◆ **About this exercise**: In the records below, find the lines that include "align" and copy each.

[[ Source material, beginning ]]

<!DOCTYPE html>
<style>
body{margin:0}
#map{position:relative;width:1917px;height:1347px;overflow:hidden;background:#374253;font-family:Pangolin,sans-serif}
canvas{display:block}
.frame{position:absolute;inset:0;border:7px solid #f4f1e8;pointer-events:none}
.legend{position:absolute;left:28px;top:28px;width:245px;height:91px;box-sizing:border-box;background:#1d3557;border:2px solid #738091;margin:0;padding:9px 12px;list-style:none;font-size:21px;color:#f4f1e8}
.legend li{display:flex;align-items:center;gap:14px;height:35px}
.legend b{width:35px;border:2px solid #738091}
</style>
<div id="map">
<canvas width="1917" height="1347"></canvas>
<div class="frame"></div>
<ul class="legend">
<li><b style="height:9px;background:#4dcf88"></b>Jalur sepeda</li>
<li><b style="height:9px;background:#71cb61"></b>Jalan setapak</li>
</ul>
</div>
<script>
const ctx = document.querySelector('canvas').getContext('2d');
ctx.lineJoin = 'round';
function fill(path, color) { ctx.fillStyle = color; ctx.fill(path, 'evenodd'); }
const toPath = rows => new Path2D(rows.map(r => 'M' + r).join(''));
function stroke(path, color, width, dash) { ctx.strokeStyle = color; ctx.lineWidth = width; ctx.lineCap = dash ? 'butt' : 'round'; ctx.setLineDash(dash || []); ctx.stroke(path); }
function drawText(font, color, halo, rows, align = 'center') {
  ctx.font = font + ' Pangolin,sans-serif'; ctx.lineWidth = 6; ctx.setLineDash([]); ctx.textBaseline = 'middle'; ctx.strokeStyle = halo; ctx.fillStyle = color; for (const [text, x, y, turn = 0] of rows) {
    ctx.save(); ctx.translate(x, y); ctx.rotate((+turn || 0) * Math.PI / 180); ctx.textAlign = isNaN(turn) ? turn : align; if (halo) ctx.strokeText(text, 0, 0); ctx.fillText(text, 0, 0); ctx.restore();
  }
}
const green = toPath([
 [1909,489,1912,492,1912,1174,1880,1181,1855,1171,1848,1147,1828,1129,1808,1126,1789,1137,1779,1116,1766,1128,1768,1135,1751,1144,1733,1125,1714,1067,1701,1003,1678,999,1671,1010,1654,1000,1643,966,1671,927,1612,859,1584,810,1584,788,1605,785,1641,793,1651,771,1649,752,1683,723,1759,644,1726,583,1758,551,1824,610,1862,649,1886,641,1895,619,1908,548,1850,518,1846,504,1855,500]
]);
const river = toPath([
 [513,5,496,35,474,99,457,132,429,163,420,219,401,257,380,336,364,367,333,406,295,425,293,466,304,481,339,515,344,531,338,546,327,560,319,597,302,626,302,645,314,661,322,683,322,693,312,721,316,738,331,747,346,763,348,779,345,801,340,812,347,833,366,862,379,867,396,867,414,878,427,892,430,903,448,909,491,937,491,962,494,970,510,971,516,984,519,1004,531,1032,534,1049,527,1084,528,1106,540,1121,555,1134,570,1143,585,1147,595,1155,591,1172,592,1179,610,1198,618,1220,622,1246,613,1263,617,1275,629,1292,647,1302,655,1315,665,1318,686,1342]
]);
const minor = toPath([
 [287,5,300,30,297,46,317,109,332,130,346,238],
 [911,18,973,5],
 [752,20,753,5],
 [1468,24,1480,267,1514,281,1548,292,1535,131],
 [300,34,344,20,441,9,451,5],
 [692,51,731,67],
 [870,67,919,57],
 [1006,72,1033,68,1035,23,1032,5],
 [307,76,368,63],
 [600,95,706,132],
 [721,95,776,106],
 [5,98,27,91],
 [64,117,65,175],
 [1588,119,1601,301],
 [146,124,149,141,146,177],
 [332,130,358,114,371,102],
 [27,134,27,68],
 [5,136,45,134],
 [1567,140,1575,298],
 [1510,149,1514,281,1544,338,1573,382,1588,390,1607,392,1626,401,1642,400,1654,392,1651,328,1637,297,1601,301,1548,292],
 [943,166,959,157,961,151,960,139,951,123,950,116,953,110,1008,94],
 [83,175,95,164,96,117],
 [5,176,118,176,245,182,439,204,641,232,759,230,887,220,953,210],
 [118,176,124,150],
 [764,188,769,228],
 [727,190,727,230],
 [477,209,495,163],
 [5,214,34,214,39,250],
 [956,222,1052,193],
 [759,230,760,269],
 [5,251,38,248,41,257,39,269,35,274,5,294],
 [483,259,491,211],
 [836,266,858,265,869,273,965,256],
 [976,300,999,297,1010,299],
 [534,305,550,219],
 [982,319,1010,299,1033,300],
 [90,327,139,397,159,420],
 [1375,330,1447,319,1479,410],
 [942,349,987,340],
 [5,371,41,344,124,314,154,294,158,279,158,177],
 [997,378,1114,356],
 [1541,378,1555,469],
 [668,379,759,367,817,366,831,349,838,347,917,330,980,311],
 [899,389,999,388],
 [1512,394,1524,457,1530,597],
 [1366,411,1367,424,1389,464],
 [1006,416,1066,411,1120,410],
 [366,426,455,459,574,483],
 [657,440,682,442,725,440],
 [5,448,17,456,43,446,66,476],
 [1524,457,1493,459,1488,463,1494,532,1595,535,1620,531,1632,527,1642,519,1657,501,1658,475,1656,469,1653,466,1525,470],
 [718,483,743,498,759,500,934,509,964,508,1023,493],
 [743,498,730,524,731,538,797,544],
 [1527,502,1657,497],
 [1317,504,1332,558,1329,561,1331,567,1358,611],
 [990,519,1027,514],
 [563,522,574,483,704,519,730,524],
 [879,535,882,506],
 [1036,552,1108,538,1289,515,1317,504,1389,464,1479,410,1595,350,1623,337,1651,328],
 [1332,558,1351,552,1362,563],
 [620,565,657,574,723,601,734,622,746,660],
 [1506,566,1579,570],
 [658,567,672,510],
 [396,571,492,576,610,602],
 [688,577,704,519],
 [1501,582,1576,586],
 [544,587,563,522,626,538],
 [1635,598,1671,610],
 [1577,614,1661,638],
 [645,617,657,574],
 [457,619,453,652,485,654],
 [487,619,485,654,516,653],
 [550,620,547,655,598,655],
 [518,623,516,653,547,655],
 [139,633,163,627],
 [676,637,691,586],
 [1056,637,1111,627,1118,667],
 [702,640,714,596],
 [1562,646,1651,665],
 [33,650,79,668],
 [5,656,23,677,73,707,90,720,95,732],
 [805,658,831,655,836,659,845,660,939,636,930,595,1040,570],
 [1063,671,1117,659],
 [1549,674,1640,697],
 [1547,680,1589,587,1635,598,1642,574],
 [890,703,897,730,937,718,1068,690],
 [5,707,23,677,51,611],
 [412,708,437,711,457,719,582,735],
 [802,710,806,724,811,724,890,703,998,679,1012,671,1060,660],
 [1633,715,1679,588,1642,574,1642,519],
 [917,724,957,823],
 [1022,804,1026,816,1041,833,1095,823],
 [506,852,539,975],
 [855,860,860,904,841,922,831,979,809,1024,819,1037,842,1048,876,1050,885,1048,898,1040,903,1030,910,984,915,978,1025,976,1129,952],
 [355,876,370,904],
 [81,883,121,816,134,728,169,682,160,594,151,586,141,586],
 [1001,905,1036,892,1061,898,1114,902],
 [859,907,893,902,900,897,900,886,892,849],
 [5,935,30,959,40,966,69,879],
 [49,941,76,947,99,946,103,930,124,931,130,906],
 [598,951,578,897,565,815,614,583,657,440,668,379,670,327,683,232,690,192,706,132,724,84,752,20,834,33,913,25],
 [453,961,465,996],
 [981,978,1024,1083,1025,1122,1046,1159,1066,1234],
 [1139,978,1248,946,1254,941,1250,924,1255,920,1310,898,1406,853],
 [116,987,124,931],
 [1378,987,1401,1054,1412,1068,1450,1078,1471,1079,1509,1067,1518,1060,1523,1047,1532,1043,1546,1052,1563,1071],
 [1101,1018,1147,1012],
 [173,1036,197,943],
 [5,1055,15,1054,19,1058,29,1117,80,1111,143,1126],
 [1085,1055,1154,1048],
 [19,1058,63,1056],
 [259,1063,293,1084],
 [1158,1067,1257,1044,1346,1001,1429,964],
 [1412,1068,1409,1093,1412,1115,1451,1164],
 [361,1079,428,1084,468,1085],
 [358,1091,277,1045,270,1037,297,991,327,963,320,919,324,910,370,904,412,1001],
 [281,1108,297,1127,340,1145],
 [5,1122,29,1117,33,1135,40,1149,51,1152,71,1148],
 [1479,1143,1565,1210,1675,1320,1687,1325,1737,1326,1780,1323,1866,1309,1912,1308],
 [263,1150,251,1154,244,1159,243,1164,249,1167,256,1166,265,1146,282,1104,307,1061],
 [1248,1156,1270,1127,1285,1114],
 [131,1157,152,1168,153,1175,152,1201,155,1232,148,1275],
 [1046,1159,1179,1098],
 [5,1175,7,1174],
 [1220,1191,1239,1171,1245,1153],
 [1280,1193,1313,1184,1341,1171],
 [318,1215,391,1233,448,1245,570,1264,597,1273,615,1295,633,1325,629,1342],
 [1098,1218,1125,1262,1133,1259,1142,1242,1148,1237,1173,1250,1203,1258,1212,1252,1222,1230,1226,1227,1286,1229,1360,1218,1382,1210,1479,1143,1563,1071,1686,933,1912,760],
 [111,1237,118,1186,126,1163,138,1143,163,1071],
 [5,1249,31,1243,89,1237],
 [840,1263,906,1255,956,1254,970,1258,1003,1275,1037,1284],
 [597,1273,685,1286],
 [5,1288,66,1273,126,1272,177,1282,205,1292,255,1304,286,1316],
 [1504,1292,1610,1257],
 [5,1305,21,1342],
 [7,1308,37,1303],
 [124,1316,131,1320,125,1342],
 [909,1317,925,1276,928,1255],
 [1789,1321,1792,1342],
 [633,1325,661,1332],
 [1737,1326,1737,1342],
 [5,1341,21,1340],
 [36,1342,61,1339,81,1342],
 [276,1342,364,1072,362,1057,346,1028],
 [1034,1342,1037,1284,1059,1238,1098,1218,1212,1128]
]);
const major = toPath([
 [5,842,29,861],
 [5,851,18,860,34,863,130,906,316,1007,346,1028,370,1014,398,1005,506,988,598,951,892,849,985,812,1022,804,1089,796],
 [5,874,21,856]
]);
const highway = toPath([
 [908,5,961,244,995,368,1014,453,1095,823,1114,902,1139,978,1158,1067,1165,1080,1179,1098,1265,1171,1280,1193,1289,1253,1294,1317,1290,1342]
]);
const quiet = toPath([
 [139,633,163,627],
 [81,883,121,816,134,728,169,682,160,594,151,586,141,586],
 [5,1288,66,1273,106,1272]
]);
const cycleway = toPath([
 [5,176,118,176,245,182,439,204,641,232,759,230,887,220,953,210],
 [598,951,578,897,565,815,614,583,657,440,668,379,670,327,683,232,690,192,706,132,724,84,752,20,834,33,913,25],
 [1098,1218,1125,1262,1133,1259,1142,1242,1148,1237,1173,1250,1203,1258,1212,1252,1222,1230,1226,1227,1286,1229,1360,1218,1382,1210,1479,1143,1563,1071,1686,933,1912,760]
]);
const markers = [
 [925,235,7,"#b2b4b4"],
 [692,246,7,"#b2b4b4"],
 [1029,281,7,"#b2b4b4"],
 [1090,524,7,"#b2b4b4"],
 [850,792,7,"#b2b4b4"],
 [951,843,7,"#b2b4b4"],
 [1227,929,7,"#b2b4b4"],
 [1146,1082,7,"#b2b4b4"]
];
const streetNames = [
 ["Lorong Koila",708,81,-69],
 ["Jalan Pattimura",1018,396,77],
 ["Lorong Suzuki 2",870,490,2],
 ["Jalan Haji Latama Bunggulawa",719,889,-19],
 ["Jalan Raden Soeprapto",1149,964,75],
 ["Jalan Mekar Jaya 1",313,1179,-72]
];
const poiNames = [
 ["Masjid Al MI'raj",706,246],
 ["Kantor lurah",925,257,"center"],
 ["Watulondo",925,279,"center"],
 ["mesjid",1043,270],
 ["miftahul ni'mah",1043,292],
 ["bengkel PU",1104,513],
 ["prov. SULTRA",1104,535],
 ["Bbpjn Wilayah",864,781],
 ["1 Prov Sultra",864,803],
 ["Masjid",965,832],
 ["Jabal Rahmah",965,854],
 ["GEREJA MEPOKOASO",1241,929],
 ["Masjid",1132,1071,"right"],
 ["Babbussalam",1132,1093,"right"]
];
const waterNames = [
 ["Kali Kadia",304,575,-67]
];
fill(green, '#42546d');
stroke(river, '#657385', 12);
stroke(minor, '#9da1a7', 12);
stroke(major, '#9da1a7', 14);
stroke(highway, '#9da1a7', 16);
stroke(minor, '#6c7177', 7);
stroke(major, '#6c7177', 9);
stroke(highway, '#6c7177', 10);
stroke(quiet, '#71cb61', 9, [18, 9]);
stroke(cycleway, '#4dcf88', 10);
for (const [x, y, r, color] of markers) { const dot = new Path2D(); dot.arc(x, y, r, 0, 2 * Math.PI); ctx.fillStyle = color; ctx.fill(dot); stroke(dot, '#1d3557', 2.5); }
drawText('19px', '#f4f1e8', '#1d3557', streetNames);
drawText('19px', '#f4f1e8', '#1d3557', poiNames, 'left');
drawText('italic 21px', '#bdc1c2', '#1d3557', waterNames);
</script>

[[ Source material, end ]]

◆ **Finished task**:
.legend li{display:flex;align-items:center;gap:14px;height:35px}
function drawText(font, color, halo, rows, align = 'center') {
    ctx.save(); ctx.translate(x, y); ctx.rotate((+turn || 0) * Math.PI / 180); ctx.textAlign = isNaN(turn) ? turn : align; if (halo) ctx.strokeText(text, 0, 0); ctx.fillText(text, 0, 0); ctx.restore();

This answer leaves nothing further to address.